Localisation with and without head rotationsΒΆ
The Two!Ears Auditory Model comes with several knowledge sources that work together to
estimate the perceived azimuth of a sound source, see
Localisation knowledge sources for a summary. The main work is done by the
GmtkLocationKS
knowledge source that uses ITD and ILD cues provided by the
Auditory front-end and compares them with learned cues to azimuth maps. As an output
it provides a probability distribution of possible directions for the source.
This will be passed on to the ConfusionKS
knowledge source which looks at
the probabilities and decides if a clear direction can be extracted from this.
If not, ConfusionSolvingKS
is called which then triggers RotationKS
to
rotate the head of the listener (could be in the simulation or of a robot) and
start the localisation process again.
In this example we will see how to set up the model to perform a localisation
task and how to switch on or off the possibility of the model to rotate its
head. This example can be found in the
examples/localisation_w_and_wo_head_movements
folder which consists of the
following files:
BlackboardNoHeadRotation.xml
Blackboard.xml
localise.m
SceneDescription.xml
The first file we look at is SceneDescription.xml
, it defines the actual
acoustic scene in which our virtual head and the sound source will be placed in
order to simulate binaural signals. It looks like this:
<?xml version="1.0" encoding="utf-8"?>
<scene
BlockSize="4096"
SampleRate="44100"
MaximumDelay="0.0"
NumberOfThreads="1"
LengthOfSimulation = "5"
HRIRs="impulse_responses/scut_kemar_anechoic/SCUT_KEMAR_anechoic_1m.sofa">
<source Radius="1.0"
Mute="false"
Type="point"
Name="SoundSource">
<buffer ChannelMapping="1"
Type="noise"/>
</source>
<sink Name="Head"
Position="0 0 0"
UnitX="1 0 0"
UnitZ="0 0 1"/>
</scene>
Here, we define basic things like the sampling rate, the length of the stimulus, the used HRTF, the source material, the listener position, and the distance between listener and source.
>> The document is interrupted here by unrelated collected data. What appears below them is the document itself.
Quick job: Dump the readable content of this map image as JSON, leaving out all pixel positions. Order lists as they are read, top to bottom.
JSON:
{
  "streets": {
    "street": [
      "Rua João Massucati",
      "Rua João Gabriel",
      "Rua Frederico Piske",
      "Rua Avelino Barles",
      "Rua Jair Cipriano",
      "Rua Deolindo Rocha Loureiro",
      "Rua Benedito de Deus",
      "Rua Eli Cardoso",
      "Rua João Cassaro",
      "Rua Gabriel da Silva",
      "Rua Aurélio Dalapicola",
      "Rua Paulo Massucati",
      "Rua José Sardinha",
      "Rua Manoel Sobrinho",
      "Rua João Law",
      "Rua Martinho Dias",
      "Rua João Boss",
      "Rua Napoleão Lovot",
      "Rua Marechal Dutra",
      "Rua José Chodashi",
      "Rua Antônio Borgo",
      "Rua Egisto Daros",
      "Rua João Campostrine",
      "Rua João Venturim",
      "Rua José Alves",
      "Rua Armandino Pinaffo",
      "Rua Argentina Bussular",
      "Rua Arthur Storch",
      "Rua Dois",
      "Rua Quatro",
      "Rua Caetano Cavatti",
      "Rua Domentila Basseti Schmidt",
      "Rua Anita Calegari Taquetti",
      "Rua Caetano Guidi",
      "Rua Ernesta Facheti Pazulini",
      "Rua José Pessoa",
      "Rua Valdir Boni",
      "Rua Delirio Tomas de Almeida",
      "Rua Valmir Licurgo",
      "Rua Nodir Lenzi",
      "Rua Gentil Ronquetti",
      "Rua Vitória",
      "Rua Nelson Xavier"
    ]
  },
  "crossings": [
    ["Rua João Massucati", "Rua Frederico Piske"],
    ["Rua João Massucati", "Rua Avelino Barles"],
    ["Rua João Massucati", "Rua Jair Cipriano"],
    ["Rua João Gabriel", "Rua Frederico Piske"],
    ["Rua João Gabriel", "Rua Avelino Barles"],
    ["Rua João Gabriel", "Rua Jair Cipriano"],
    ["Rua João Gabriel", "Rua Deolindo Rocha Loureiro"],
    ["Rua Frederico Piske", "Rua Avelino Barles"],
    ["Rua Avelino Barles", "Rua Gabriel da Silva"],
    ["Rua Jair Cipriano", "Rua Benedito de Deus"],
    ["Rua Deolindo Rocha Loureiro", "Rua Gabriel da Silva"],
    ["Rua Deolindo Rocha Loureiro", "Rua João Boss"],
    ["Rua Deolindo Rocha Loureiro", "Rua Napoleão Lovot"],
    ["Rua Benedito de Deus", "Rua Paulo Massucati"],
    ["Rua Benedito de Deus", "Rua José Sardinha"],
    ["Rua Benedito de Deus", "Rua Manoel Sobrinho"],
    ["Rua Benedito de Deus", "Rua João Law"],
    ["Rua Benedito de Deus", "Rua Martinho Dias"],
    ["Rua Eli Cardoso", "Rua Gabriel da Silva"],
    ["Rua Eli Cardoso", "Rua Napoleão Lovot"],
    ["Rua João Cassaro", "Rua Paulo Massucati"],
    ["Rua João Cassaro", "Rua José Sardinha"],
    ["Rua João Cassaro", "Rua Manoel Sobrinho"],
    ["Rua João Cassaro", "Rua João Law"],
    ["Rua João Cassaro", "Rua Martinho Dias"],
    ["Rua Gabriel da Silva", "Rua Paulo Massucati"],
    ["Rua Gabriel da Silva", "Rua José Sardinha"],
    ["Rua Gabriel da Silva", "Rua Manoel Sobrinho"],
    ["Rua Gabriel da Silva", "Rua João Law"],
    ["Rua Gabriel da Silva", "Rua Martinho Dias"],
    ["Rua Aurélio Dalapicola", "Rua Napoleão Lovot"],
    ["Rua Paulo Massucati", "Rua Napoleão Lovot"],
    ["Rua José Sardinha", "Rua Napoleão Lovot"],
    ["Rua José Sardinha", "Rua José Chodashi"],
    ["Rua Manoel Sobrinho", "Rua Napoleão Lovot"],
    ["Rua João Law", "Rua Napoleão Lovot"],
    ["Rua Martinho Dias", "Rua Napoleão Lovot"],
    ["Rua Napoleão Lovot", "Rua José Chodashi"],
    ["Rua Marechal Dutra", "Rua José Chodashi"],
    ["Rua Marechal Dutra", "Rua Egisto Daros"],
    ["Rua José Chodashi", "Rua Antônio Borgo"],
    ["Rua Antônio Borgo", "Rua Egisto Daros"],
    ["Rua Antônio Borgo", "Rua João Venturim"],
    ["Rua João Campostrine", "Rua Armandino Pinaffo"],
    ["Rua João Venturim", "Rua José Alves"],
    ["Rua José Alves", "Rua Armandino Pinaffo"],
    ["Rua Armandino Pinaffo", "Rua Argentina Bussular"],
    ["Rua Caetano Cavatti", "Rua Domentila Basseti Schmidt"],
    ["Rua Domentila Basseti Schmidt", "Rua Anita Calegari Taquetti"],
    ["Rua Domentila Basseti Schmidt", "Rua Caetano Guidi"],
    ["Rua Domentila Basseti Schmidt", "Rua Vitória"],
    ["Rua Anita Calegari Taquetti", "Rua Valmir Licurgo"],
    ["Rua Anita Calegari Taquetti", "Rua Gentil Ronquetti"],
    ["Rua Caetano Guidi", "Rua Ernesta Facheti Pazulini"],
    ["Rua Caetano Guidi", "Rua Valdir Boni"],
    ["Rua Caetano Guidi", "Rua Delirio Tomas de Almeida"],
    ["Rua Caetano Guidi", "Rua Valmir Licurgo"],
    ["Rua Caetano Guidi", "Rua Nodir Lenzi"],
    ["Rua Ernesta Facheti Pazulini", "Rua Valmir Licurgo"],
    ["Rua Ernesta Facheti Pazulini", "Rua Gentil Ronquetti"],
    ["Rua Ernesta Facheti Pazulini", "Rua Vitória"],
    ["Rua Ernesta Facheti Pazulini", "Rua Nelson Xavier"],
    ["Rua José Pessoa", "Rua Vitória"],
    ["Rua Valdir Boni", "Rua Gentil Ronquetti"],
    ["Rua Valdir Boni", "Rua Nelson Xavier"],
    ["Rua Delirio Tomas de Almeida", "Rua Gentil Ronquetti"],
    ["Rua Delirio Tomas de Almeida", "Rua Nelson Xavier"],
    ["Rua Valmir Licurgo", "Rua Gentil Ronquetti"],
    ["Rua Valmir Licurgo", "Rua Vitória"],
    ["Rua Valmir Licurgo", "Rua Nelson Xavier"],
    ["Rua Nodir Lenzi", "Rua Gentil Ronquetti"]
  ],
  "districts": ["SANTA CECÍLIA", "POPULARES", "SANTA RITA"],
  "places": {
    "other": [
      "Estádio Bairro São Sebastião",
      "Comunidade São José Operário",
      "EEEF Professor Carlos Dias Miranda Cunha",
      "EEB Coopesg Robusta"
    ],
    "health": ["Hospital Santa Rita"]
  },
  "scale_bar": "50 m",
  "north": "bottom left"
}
For more documentation on specifying an acoustic scene, see Configuration using XML Scene Description.
Note
We don’t specify the exact source azimuth here, as we will choose different azimuth values later on and set them on the fly from within Matlab.
The next thing we have to do is to specify of what components or model should
consists and what it should actually do. This is done by selecting appropriate
modules for the Blackboard system stage of the model. This can be configured
again in a xml file. First we look at the configuration for localisation
including head movements (Blackboard.xml
):
<?xml version="1.0" encoding="utf-8"?>
<blackboardsystem>
<dataConnection Type="AuditoryFrontEndKS"/>
<KS Name="loc" Type="GmtkLocationKS">
<Param Type="char">default</Param>
</KS>
<KS Name="conf" Type="ConfusionKS"/>
<KS Name="confSolv" Type="ConfusionSolvingKS"/>
<KS Name="rot" Type="RotationKS">
<Param Type="ref">robotConnect</Param>
</KS>
<Connection Mode="replaceOld" Event="AgendaEmpty">
<source>scheduler</source>
<sink>dataConnect</sink>
</Connection>
<Connection Mode="replaceOld">
<source>dataConnect</source>
<sink>loc</sink>
</Connection>
<Connection Mode="add">
<source>loc</source>
<sink>conf</sink>
</Connection>
<Connection Mode="replaceOld" Event="ConfusedLocations">
<source>conf</source>
<sink>rot</sink>
</Connection>
<Connection Mode="add" Event="ConfusedLocations">
<source>conf</source>
<sink>confSolv</sink>
</Connection>
</blackboardsystem>
Here, we use different knowledge sources that work together in order to solve
the localisation task. We have AuditoryFrontEndKS
for extract auditory cues
from the ear signals, GmtkLocationKS
, ConfusionKS
, ConfusionSolvingKS
,
and RotationKS
for the actual localisation task. The Param
tags are
parameters we can pass to the knowledge sources. After setting up which
knowledge sources we will use, we connect them with the Connection
tags.
For more information on configuring the blackboard see
Setting up the blackboard.
In a second configuration file we setting up the same blackboard, but now
disabling its ability to turn the head (BlackboardNoHeadRotation.xml
):
<?xml version="1.0" encoding="utf-8"?>
<blackboardsystem>
<dataConnection Type="AuditoryFrontEndKS"/>
<KS Name="loc" Type="GmtkLocationKS">
<Param Type="char">default</Param>
</KS>
<KS Name="conf" Type="ConfusionKS">
<!-- Disable confusion solving (== no head rotation) -->
<Param Type="int">0</Param>
</KS>
<Connection Mode="replaceOld" Event="AgendaEmpty">
<source>scheduler</source>
<sink>dataConnect</sink>
</Connection>
<Connection Mode="replaceOld">
<source>dataConnect</source>
<sink>loc</sink>
</Connection>
<Connection Mode="add">
<source>loc</source>
<sink>conf</sink>
</Connection>
</blackboardsystem>
Now, everything is prepared and we can start Matlab in order to perform the localisation. You can just start it and run the following command to see it in action, afterwards we will have a look at what happened:
>> localise
------------------------------------------------------------------
Source direction Model w head rot. Model wo head rot.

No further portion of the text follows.